— How to complete this task —
One figure is the expected answer: how many lines in the listing contain "Klaus".

— Data shown —
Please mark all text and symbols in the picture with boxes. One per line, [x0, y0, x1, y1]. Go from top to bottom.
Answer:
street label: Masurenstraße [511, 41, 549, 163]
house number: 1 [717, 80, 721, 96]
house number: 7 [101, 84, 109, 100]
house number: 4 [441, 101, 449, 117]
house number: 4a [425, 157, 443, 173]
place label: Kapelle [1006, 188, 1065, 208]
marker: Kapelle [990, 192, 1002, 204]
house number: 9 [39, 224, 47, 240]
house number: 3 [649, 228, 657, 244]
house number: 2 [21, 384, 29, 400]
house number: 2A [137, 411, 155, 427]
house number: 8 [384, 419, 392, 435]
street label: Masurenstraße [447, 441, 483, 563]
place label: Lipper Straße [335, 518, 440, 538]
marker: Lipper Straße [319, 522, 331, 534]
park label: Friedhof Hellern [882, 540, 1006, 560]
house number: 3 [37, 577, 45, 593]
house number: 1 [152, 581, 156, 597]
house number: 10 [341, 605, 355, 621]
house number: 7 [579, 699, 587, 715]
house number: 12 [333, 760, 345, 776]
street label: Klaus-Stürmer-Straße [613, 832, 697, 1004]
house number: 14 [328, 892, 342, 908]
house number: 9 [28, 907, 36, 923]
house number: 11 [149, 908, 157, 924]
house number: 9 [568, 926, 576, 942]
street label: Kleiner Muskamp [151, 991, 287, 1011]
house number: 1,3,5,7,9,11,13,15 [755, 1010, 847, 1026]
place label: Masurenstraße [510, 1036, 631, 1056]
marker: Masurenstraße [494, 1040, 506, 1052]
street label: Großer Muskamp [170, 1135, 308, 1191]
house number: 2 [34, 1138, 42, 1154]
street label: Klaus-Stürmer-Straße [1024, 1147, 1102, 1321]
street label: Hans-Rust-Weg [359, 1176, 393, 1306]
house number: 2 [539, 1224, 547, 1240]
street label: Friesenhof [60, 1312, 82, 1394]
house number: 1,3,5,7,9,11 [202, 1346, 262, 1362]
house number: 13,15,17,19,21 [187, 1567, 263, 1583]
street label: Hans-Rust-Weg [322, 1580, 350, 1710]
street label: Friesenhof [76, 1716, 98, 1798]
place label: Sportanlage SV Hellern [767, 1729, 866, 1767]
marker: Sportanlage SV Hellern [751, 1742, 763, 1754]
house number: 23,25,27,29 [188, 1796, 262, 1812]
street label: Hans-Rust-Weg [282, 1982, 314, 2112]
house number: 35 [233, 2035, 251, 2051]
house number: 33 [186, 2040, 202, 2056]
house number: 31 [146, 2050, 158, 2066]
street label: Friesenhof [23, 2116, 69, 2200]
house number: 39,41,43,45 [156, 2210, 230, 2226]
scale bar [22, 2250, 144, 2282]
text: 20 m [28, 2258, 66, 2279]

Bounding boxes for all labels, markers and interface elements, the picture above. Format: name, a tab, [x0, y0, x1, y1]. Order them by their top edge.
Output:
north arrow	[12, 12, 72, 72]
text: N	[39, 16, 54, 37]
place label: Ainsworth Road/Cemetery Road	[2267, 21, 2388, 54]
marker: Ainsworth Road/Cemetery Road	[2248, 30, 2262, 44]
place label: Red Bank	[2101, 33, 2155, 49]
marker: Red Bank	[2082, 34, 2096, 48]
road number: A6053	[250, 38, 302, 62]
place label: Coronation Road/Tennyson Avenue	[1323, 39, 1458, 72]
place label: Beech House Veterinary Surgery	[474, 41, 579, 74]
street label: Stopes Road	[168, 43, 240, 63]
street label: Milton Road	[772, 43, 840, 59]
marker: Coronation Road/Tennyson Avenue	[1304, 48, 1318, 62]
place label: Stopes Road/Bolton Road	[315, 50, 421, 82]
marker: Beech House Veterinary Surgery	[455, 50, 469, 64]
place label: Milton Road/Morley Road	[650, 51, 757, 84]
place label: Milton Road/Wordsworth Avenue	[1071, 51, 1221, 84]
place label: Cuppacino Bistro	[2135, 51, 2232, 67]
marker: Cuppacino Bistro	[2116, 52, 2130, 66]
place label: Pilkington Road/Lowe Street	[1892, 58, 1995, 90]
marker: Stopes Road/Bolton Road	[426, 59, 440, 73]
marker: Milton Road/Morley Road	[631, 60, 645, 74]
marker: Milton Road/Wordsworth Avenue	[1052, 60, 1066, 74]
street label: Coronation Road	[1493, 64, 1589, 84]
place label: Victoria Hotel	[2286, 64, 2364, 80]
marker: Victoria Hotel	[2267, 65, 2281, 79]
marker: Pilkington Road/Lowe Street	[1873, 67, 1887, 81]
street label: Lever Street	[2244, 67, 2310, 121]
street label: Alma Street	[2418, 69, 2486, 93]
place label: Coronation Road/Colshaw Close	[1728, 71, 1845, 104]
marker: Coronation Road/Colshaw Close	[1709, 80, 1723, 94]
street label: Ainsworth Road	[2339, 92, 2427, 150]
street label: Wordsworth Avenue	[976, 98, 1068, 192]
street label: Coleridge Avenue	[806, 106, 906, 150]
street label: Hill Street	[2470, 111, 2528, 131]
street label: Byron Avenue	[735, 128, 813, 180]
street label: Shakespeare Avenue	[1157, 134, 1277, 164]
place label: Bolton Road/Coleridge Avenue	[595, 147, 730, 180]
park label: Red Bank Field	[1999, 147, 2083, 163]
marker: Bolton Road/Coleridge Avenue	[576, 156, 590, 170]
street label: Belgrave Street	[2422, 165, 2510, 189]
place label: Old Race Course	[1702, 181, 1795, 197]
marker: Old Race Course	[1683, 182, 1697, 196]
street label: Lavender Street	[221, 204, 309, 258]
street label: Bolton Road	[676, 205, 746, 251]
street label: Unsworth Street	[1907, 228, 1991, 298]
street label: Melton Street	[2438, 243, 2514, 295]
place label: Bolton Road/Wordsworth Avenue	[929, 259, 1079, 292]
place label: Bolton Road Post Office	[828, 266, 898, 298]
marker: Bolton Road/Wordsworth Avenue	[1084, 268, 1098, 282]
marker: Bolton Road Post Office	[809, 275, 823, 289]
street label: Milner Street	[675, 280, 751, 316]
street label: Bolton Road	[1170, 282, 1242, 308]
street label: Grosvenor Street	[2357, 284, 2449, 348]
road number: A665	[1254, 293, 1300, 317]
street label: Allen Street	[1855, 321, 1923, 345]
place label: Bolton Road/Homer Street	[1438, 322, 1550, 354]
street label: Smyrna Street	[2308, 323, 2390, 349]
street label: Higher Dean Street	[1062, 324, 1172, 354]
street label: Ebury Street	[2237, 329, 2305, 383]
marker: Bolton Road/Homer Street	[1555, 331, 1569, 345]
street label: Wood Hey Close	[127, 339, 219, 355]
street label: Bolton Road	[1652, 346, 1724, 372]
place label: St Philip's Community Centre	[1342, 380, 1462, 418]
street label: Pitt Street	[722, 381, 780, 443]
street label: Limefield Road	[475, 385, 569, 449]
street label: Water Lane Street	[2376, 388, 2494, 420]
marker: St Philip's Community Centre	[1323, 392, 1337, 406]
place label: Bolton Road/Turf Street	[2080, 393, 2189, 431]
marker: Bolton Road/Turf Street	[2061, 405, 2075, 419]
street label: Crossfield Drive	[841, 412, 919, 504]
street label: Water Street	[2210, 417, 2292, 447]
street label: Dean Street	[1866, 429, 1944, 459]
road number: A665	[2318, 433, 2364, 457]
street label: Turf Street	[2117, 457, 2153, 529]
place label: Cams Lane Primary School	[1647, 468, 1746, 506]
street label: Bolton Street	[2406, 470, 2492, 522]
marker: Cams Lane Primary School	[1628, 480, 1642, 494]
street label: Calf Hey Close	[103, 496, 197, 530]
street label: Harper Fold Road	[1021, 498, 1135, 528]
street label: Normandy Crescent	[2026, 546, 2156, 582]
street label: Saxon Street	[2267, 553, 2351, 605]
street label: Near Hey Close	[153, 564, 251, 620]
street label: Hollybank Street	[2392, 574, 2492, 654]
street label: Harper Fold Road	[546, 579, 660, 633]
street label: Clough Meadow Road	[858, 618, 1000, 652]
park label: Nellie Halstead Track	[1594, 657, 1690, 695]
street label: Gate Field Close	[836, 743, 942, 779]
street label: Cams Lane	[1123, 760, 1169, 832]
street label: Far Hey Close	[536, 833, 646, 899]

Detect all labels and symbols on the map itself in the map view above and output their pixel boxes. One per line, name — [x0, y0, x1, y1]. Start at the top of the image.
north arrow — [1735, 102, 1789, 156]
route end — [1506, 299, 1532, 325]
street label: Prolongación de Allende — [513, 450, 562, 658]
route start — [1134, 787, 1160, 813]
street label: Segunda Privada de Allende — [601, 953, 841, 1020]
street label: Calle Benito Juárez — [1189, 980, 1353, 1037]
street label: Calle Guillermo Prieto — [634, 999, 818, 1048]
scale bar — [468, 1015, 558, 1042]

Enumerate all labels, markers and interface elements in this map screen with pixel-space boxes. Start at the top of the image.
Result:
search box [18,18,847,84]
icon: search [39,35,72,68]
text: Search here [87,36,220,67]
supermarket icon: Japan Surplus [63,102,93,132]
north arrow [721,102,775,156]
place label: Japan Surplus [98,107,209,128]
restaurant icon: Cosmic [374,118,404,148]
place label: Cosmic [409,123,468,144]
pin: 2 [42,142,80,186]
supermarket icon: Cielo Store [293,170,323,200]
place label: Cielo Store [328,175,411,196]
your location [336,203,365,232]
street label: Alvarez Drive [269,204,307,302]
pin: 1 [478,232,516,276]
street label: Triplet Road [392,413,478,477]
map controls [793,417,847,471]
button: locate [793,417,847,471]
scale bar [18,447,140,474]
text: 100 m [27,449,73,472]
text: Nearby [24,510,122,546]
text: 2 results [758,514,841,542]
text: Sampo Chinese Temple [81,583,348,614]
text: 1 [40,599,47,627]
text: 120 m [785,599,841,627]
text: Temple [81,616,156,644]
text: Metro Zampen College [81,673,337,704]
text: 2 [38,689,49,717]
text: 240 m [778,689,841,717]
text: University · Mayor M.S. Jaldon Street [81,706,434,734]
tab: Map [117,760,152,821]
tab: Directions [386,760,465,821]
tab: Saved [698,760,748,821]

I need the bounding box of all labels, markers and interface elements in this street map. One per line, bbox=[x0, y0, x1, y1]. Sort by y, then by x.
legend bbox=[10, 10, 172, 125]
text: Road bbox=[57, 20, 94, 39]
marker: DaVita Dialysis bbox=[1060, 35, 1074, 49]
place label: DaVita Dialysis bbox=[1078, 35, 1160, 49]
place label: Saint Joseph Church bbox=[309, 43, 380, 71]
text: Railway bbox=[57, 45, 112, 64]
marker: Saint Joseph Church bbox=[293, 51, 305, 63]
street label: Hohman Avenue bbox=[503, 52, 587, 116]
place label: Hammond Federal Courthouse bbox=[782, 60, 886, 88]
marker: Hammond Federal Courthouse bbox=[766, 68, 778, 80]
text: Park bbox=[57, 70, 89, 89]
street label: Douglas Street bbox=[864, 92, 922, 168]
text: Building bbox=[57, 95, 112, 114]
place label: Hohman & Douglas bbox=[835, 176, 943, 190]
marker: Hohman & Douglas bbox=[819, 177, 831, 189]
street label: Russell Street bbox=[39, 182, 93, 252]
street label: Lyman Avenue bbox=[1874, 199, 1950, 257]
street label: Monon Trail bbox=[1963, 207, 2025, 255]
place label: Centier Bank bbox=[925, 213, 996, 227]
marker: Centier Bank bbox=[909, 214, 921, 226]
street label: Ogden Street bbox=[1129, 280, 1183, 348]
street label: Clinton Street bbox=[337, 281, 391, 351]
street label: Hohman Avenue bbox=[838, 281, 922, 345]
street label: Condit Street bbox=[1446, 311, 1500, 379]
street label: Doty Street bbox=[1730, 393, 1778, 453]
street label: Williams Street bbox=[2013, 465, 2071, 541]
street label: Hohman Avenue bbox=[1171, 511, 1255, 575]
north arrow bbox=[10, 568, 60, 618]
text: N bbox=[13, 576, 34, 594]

— Output for this task —
2